THE INPUT Start Marker

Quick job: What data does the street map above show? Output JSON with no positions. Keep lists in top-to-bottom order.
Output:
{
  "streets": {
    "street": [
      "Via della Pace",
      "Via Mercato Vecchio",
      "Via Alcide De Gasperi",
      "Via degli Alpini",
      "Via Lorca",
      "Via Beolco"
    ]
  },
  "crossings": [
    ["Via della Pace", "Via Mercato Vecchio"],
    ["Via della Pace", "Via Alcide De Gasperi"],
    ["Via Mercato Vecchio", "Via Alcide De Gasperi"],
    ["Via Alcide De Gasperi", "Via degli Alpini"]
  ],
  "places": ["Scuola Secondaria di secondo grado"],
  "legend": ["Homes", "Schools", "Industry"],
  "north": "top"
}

THE INPUT End Marker
THE INPUT Start Marker

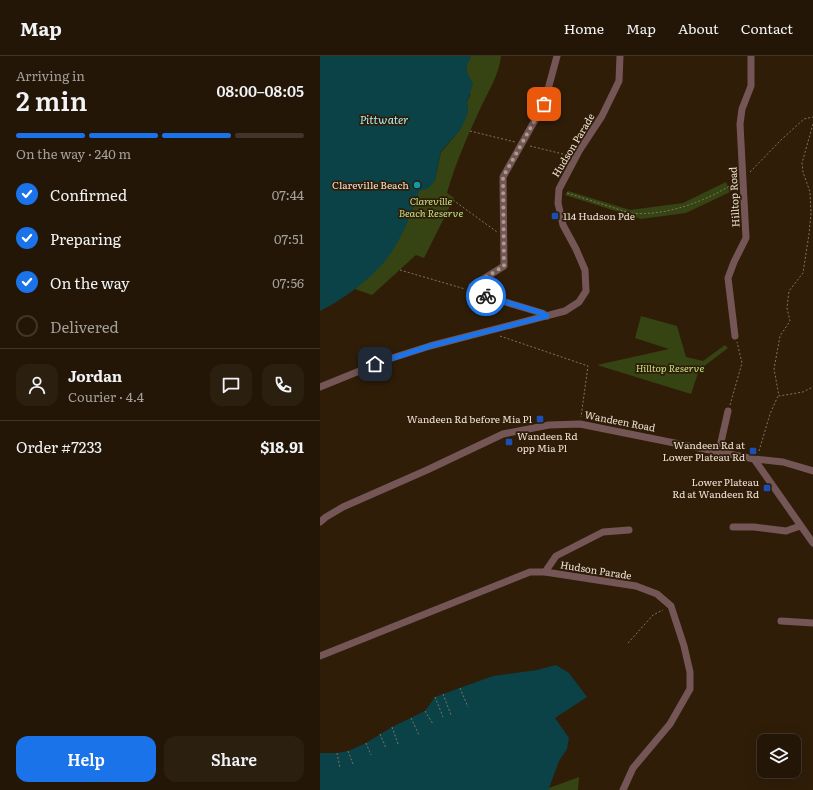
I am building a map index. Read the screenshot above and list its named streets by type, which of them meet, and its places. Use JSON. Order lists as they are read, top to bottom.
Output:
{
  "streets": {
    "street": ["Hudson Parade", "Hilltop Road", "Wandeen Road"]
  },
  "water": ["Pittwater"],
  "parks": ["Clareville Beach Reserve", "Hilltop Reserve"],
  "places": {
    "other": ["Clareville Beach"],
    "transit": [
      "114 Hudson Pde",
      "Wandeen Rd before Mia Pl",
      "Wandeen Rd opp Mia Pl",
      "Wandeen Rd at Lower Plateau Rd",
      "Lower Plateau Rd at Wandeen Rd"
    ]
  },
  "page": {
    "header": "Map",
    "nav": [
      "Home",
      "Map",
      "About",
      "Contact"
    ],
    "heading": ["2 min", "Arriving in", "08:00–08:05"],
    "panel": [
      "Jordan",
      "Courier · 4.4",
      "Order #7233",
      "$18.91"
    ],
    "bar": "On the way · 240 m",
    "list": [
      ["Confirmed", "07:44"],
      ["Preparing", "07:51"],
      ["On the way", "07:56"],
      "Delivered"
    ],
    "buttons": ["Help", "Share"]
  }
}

THE INPUT End Marker

WORK ITEM:
Some lines in the data above hold the string "lists". Find and copy each of them.

SOLVED PROBLEM:
Quick job: What data does the street map above show? Output JSON with no positions. Keep lists in top-to-bottom order.
I am building a map index. Read the screenshot above and list its named streets by type, which of them meet, and its places. Use JSON. Order lists as they are read, top to bottom.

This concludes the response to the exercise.